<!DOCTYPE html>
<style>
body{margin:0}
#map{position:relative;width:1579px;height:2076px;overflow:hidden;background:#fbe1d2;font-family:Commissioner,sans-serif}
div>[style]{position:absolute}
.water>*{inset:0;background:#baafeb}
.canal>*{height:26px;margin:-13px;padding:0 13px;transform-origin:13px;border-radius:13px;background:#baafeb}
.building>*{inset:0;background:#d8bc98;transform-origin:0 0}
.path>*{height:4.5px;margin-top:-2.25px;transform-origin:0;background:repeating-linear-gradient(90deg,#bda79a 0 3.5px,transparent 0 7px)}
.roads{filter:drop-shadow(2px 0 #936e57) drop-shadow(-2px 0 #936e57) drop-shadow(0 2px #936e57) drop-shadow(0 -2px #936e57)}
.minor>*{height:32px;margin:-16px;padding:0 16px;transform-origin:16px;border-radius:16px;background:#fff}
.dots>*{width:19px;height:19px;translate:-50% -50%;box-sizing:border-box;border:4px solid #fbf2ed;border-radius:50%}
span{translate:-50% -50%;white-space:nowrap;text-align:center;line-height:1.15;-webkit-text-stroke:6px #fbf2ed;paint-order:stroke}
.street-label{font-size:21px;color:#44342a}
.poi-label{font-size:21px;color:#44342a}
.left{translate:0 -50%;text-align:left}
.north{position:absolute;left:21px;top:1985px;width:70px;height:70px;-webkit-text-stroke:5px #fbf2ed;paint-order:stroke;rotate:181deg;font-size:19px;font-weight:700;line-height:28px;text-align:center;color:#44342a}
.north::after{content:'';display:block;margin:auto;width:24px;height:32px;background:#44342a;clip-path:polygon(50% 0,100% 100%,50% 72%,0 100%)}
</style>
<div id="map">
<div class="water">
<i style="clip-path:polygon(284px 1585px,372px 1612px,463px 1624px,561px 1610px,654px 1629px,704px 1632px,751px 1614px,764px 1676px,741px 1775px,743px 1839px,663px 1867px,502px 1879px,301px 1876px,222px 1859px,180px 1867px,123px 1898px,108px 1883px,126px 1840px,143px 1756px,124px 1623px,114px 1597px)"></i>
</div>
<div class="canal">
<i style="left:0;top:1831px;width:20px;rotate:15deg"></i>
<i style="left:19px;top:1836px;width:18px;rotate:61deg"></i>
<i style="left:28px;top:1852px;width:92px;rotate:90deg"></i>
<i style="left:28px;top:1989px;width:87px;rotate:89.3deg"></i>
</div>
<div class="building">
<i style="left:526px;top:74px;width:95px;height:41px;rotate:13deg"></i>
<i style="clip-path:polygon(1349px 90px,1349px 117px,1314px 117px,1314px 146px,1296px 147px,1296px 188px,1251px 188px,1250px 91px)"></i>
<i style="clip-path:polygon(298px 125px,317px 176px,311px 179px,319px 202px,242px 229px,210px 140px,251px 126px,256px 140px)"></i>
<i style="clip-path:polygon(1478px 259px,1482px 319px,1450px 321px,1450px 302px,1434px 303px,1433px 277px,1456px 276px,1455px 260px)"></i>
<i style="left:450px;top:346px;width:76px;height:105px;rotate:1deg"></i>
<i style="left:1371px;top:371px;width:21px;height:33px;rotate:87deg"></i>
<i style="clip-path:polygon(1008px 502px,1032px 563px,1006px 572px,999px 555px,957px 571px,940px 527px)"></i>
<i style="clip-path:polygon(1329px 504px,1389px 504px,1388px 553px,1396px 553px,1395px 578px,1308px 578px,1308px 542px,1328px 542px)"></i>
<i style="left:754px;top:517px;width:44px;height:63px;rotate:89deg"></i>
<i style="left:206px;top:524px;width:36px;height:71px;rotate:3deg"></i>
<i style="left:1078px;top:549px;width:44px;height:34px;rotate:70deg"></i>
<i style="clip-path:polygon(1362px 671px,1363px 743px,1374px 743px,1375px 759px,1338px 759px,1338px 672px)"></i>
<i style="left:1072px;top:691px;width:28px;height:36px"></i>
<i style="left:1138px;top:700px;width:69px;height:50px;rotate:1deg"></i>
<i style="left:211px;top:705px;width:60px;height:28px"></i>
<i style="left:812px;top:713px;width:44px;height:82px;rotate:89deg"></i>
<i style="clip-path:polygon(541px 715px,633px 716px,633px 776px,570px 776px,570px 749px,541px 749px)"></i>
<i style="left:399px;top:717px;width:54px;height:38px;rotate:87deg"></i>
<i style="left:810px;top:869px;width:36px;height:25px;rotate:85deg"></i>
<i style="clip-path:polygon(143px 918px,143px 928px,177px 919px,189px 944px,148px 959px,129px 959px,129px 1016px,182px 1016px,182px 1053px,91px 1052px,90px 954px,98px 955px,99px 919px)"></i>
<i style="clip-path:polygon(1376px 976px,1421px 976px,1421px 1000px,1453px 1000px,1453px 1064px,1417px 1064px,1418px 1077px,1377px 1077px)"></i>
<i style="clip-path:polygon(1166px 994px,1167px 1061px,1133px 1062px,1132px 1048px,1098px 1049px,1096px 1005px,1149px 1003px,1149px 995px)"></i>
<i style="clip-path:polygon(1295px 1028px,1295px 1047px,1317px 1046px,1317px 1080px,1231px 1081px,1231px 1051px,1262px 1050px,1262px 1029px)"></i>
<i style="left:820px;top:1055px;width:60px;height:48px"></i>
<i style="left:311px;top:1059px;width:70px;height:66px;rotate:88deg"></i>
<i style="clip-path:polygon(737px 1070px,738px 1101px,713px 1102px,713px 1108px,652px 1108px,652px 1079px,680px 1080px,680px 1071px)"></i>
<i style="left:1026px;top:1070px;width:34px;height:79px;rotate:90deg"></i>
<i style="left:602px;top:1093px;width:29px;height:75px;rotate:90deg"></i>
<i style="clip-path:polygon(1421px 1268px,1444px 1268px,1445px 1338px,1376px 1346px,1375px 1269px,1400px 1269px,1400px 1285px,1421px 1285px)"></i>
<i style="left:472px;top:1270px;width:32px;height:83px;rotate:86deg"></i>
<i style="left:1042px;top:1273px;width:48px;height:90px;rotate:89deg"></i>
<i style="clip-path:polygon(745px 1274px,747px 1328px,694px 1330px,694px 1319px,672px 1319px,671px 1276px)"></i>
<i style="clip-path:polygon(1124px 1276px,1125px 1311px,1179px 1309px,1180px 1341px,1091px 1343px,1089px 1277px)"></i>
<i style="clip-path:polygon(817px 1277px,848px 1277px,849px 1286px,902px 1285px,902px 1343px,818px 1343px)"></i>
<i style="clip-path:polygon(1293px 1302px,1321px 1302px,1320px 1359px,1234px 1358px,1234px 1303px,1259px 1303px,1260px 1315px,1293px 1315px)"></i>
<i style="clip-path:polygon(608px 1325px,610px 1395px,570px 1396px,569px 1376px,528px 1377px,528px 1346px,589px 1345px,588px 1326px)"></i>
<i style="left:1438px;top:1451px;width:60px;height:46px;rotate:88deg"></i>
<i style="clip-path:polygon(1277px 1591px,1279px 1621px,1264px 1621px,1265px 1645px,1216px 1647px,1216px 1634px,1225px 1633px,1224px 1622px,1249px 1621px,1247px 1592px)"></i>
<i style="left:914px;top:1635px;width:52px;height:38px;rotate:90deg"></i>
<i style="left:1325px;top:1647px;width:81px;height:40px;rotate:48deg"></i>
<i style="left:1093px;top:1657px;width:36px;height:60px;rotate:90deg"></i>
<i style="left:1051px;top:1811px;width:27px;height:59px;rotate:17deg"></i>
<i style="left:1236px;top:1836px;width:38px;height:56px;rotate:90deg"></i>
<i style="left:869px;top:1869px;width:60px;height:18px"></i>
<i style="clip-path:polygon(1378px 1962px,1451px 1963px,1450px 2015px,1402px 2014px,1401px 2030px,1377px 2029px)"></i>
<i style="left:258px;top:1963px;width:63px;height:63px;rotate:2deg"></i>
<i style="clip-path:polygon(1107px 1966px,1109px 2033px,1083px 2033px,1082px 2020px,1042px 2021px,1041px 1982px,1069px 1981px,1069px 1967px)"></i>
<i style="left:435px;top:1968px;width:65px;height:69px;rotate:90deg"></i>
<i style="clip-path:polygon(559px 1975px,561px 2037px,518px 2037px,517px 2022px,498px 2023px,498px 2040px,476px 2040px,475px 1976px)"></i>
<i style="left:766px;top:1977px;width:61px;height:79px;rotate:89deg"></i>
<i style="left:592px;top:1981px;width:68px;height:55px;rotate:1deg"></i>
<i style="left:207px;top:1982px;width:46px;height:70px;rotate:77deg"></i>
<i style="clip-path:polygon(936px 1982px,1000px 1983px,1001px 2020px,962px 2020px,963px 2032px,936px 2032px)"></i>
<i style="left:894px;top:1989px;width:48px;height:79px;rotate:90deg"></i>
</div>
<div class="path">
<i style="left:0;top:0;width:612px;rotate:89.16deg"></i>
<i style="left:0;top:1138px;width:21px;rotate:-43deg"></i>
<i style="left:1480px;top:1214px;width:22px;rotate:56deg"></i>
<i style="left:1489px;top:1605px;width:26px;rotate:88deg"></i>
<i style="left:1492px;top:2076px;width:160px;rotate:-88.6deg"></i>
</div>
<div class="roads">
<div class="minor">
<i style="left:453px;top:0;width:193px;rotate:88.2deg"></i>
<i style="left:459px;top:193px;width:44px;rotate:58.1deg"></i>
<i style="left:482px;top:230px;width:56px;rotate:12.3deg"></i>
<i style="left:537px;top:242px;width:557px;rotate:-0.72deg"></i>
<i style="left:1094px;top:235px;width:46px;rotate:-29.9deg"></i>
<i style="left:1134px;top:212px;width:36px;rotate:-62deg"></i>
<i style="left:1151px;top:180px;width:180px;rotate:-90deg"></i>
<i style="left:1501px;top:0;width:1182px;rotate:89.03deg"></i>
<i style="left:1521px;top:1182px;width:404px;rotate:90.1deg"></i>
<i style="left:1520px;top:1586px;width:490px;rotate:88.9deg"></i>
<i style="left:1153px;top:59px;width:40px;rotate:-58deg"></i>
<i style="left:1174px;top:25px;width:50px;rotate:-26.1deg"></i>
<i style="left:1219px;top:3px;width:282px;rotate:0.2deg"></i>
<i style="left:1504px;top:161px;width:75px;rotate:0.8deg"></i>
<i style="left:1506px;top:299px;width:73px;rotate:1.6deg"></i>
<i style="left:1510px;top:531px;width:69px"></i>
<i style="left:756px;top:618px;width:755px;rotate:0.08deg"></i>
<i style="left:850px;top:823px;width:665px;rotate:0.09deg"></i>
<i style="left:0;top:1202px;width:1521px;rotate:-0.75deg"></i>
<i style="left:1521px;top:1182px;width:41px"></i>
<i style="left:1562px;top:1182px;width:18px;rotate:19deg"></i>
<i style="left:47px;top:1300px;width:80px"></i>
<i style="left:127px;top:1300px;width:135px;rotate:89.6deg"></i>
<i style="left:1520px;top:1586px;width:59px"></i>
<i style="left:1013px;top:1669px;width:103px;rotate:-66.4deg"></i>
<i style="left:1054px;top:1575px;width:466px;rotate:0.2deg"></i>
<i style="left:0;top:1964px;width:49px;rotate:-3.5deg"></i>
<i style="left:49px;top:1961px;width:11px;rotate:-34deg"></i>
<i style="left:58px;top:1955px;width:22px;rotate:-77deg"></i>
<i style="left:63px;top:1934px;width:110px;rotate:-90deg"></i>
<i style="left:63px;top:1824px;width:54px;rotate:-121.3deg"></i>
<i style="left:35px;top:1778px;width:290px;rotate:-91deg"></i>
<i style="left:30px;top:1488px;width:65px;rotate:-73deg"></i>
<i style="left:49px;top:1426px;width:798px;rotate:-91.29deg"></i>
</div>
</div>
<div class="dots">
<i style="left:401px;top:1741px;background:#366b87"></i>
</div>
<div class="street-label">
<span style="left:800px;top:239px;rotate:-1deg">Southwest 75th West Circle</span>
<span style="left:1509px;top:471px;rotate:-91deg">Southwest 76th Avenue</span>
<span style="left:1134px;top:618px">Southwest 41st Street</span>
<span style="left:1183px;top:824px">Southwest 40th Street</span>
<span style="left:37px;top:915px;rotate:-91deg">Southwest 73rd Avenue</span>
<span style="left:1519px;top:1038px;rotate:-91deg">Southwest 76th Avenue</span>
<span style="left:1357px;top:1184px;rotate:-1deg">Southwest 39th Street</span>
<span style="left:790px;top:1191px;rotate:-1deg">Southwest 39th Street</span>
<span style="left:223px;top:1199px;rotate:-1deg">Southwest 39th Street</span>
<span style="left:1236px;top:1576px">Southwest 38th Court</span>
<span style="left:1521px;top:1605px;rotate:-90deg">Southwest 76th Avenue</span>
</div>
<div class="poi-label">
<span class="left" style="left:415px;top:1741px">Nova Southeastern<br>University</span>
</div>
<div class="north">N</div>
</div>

+++

- What is being asked
Filter the entries and copy out every line with the word "align".

- Exercise response
span{translate:-50% -50%;white-space:nowrap;text-align:center;line-height:1.15;-webkit-text-stroke:6px #fbf2ed;paint-order:stroke}
.left{translate:0 -50%;text-align:left}
.north{position:absolute;left:21px;top:1985px;width:70px;height:70px;-webkit-text-stroke:5px #fbf2ed;paint-order:stroke;rotate:181deg;font-size:19px;font-weight:700;line-height:28px;text-align:center;color:#44342a}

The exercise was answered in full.